The USA: A Nation of Contrasts 1910–1929
Immigration and Nativism
Between 1910 and 1929, the USA was a society of sharp contradictions. Millions of immigrants arrived — from Southern and Eastern Europe, from Mexico, and from within the USA itself as Black Americans moved north in the Great Migration. Yet American society became increasingly hostile to "outsiders."
The Immigration Acts: The Emergency Quota Act (1921) and National Origins Act (1924) imposed strict quotas favouring North-Western European immigrants and severely restricting those from Southern Europe, Asia and elsewhere. Nativism — the belief that "real" Americans were white Protestants of Anglo-Saxon descent — was widespread.
The "Red Scare" (1919–1920): Fear of communism after the Russian Revolution led to the Palmer Raids, in which thousands of immigrants and radicals were arrested without evidence. Many were deported. The case of Sacco and Vanzetti (Italian immigrants and anarchists, executed 1927) became a symbol of prejudice in the justice system.
The Ku Klux Klan
Revived in 1915, the KKK grew to 5 million members by the mid-1920s. It targeted not just Black Americans but also Catholics, Jews, immigrants and trade unionists. The Klan had political power in several states (Indiana, Colorado, Oregon). Violence, lynching and terror were used to enforce white Protestant supremacy. By the late 1920s, internal scandals weakened it, but racism in law and society continued.
Prohibition (1919–1933)
The 18th Amendment (1919) banned the manufacture, sale and transport of alcohol. It was supported by Protestant moral reformers and rural communities. But it was largely unenforceable in cities:
- Speakeasies: illegal bars (around 30,000 in New York alone).

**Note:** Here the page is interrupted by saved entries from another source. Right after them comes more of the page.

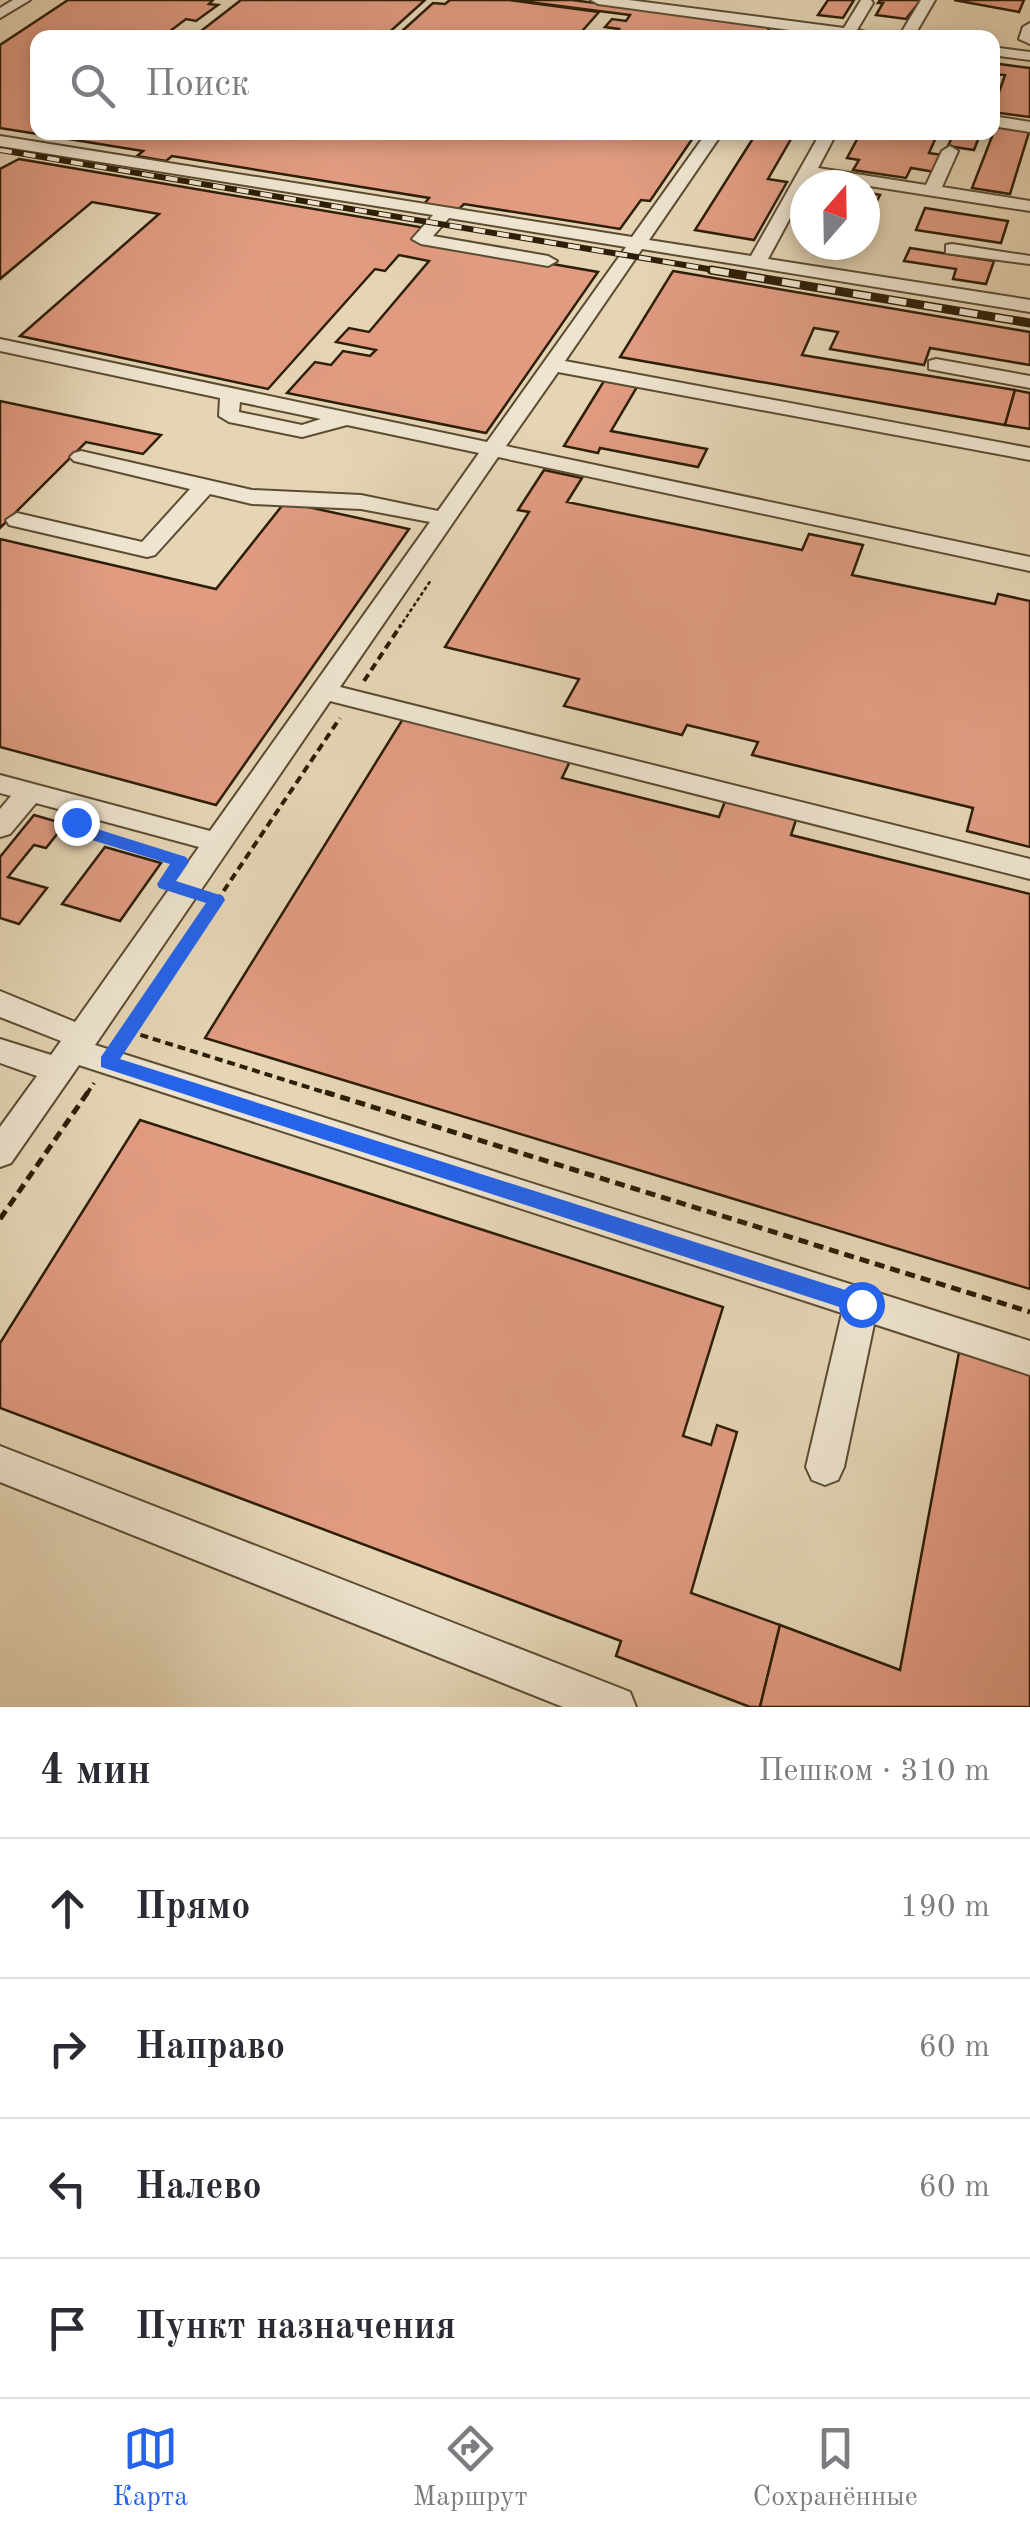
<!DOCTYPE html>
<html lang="ru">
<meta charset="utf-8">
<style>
:root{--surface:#fff;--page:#f7f7f7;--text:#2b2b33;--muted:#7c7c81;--line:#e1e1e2;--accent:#2563eb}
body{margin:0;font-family:"Old Standard TT",serif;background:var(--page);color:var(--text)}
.compass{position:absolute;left:790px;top:170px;width:90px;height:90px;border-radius:50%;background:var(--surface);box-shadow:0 5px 15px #0003;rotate:20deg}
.stop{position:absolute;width:30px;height:30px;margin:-22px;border:8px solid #2563eb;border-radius:50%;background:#fff}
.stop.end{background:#2563eb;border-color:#fff;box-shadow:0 2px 10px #0008}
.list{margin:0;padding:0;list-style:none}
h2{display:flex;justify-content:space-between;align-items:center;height:130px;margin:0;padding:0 40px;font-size:42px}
h2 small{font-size:32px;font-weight:400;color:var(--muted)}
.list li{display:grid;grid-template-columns:65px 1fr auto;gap:30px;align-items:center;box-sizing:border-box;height:140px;padding:0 40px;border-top:2px solid var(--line)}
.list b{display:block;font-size:38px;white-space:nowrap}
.list em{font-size:32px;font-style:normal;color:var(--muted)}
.icon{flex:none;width:55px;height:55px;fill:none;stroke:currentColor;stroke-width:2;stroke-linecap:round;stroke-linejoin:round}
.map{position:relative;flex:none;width:1030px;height:1707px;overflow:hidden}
.search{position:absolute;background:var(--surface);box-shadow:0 5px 15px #0003;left:30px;right:30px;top:30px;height:110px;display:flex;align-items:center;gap:25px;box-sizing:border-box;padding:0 35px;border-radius:20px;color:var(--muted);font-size:38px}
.sheet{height:690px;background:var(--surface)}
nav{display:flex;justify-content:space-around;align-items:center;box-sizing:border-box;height:140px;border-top:2px solid var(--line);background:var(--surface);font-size:28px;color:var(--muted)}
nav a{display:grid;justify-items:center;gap:5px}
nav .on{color:var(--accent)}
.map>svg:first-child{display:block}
.building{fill:#e09b81;stroke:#2d1e07;stroke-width:2.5}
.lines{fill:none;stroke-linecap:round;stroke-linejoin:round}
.minor-casing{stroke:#5b4c32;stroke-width:4}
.path-far2{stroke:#2d1e07;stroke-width:2.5;stroke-dasharray:4 2.5;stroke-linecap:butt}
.path-far1{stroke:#2d1e07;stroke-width:4;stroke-dasharray:8 5;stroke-linecap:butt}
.path{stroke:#2d1e07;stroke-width:5;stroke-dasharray:10 6;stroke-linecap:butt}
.minor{fill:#eee4cf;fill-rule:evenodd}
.rail-far1-casing{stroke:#2d1e07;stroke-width:6}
.rail-casing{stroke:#2d1e07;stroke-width:9}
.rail-far1{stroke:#eee4cf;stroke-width:4;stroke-dasharray:12;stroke-linecap:butt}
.rail{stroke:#eee4cf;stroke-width:6;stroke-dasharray:18;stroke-linecap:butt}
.route{fill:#2563eb}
</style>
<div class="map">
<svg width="1030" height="1707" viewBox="0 0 1030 1707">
<rect width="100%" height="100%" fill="#e5d5b5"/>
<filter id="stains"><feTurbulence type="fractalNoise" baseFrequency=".002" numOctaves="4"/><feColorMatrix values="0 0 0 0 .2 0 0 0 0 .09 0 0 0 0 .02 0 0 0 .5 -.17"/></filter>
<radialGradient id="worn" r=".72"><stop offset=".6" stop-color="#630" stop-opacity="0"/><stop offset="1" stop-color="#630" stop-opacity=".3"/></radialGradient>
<!-- building -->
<g class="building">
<polygon points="68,0 213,0 209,4 218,5 196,21 186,19 161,38 38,38 38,132 486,132 525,138 530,132 697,132 650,201 641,200 620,229 464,204 459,209 424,204 429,198 172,156 166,161 137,156 143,151 0,128 0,45"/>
<polygon points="241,0 425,0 383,38 192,38"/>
<polygon points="450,0 509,0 599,12 576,38 410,38 413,34 401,32 433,3 445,4"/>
<polygon points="513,0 572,0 771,26 763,38 612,38 619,29 605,27 612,19 626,21 630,15"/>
<polygon points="828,0 854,0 843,18 818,15"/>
<polygon points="880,0 921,0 906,19 876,15 883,3 878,3"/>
<polygon points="954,0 1024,0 1019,12"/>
<polygon points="992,63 1030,68 1030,117 992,112 1005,75 992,74"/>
<polygon points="992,124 1030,129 1010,194 972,188 993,134 984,132 992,132"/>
<polygon points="757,132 795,132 768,179 787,182 754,240 695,230"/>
<polygon points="861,132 981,132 974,150 948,146 952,137 937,135 929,153 942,155 935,172 911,168 906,178 853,170 859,160 847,158"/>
<polygon points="19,159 426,228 415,240 598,272 486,433 287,393 315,362 331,365 343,351 370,356 376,350 336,342 349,328 369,332 429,261 399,255 385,271 375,269 268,389 20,336 159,214 92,202 0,279 0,169"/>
<polygon points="865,192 880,195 865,225"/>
<polygon points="925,208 1008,221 1001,243 916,230"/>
<polygon points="910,248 994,261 986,284 953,279 956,269 904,261"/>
<polygon points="673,271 1030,332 1030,365 930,348 924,365 830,349 838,332 814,328 802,355 1015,390 1005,425 620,357"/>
<polygon points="604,381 637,387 611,431 707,449 698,467 600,448 598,453 564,446"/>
<polygon points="1015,390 1030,393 1030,429 1005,425"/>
<polygon points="0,401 161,435 143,454 86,442 0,528"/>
<polygon points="544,470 582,478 567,502 802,550 809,534 863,545 852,575 995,604 998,594 1030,601 1030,847 967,831 973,808 752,755 758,742 687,725 682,735 564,706 579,679 445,647 529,512 518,510"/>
<polygon points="285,502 409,529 216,805 0,747 0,539 216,589"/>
<polygon points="406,714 573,755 562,778 719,817 727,796 798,814 791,835 1030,894 1030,1289 205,1038"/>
<polygon points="34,815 65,824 46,848 34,845 8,877 47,888 19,924 0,918 0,857"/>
<polygon points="105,847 161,863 120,921 62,904"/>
<polygon points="140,1120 723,1307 683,1436 711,1445 717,1425 737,1432 691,1593 780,1625 760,1707 750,1707 616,1656 621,1641 0,1408 0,1343"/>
<polygon points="959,1352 1030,1374 1030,1707 760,1707 780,1625 900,1670"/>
</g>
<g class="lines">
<!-- minor casing -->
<g class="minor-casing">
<g id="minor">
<polygon points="13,0 30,0 0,18 0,8"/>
<polygon points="591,0 629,0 844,28 861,0 871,0 873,3 857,30 891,38 848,38 598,4"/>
<polygon points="921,0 935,0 913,38 898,38"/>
<polygon points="1030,23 1030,44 1019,39 1023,27"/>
<polygon points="992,47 1030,52 1030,60 992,55"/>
<polygon points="992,116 1030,122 1030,132 992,126"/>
<path d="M707 132H723L649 240 751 256 821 132H837L818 168 926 185 942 151 950 146 958 151 942 187 1030 201V211L812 177 768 259 1030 300V312L642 249 565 361 1030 448V460L558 372 506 446 1030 557V571L498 457 340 687 1030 859V879L330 701 95 1045 1030 1341V1375L874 1324 844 1467 838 1480 825 1485 812 1480 806 1467 842 1313 79 1065 11 1163 0 1167V1127L37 1076 0 1063V1039L51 1055 61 1041 0 1017V991L75 1022 199 847 36 803 10 834 0 837V809L11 796 0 793V775L210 831 430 522 361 509 252 504 210 494 155 555 147 557 9 525 6 520 17 513 142 542 190 489 74 461 70 457 74 453 81 451 252 490 361 495 438 511 479 453 347 425 302 437 229 422 219 416 220 398 0 351V339L487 442 626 247 449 218 433 236 548 256 557 261 548 266 421 244 412 239 433 215 0 146V136L632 237ZM240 402 321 419 302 425 239 412Z"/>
<polygon points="952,244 1030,256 1030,264 946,253 946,245"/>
<polygon points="936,359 1030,376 1030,388 929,369 929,361"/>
<polygon points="0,1446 615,1686 630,1692 636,1707 563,1707 0,1482"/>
</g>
</g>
<!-- path-far2 -->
<polyline class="path-far2" points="399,628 431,580"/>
<!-- path-far1 -->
<g class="path-far1">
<polyline points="364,681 401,625"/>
<polyline points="87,831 177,861"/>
<polyline points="128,1031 333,1095"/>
<polyline points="122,1042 340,718"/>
<polyline points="86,1095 94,1083"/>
</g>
<!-- path -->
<g class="path">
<polyline points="325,1092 1030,1312"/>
<polyline points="0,1219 88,1092"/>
</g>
<!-- minor -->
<use href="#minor" class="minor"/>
<!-- rail-far1 casing -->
<g class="rail-far1-casing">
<polyline id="rail-far1" points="0,150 726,272"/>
</g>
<!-- rail casing -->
<g class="rail-casing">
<polyline id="rail" points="711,270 1030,323"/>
</g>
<!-- rail-far1 -->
<use href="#rail-far1" class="rail-far1"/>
<!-- rail -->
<use href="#rail" class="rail"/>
</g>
<!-- route -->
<polygon class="route" points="76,816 94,828 186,857 189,862 176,881 223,896 225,900 120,1059 861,1295 872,1304 869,1311 861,1314 101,1067 101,1057 206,903 159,888 157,884 170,864 82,837 68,822"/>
<rect width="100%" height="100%" filter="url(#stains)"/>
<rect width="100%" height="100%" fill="url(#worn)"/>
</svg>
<svg class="compass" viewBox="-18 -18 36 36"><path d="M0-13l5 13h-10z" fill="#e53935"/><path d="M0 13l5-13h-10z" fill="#7c7c81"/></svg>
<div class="stop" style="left:861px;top:1304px"></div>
<div class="stop end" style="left:76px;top:822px"></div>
<div class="search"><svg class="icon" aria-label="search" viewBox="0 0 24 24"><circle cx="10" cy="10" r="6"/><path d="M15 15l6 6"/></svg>Поиск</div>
</div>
<section class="sheet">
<h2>4 мин<small>Пешком · 310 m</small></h2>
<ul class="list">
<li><svg class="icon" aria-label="ahead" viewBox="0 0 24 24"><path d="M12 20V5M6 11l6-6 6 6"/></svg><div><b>Прямо</b></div><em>190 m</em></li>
<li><svg class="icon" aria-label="right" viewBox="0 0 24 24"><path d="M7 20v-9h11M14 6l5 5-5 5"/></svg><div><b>Направо</b></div><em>60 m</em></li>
<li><svg class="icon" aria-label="left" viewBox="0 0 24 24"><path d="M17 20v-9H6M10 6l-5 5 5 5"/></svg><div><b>Налево</b></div><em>60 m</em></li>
<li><svg class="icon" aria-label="arrive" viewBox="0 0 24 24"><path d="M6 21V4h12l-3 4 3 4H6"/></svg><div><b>Пункт назначения</b></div></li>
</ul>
</section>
<nav>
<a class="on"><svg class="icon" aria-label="map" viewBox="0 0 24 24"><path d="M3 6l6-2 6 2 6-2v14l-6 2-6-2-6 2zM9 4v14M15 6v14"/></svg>Карта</a>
<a><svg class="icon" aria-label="directions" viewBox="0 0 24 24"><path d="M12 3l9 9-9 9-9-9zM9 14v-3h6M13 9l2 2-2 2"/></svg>Маршрут</a>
<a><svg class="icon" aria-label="saved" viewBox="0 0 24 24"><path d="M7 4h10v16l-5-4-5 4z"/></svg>Сохранённые</a>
</nav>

- Bootleggers: criminals who manufactured and distributed alcohol.
- Organised crime: Gangsters like Al Capone in Chicago built empires worth millions, bribing police and politicians. The St Valentine's Day Massacre (1929) showed the level of gang warfare.
- By 1933: Prohibition repealed by the 21st Amendment — it had created more problems than it solved.
The Roaring Twenties
For many (especially white, urban, middle-class Americans), the 1920s were a decade of prosperity:
- Consumer boom: Mass production (Ford's Model T — first affordable car; radio, refrigerators, washing machines) created a consumer society.
- Credit and hire purchase: People bought goods they couldn't afford immediately.
- Entertainment: Hollywood, jazz, radio broadcasts. Flappers challenged traditional gender roles.
- Speculation: Share prices on the stock market boomed as people invested on credit (buying "on the margin").
The Contrasts — Those Left Behind
Not everyone shared in the boom:
- Black Americans: faced segregation (Jim Crow laws in the South), lynching, poverty, discrimination in the North despite the Great Migration.
- Farmers: Agricultural prices fell throughout the 1920s. Many farm families struggled with debt and falling incomes.
- Traditional industries: Coal, textiles and shipbuilding were in decline.
- Immigrants: Low-wage workers, often in dangerous industries.
The Wall Street Crash (October 1929)
Overspeculation on the stock market — fuelled by credit — caused share prices to collapse in October 1929 ("Black Thursday" and "Black Tuesday"). Banks that had invested deposits in shares collapsed; businesses failed; unemployment soared. The prosperity of the 1920s had rested on unstable foundations.
WJEC Exam Technique
For this topic, source analysis (AO3) often features images of the KKK, prohibition raids, or consumer advertisements. Evaluate content, provenance and purpose. Essays (AO2) require you to explain why there were contrasts — link economic growth to who benefited and who was excluded.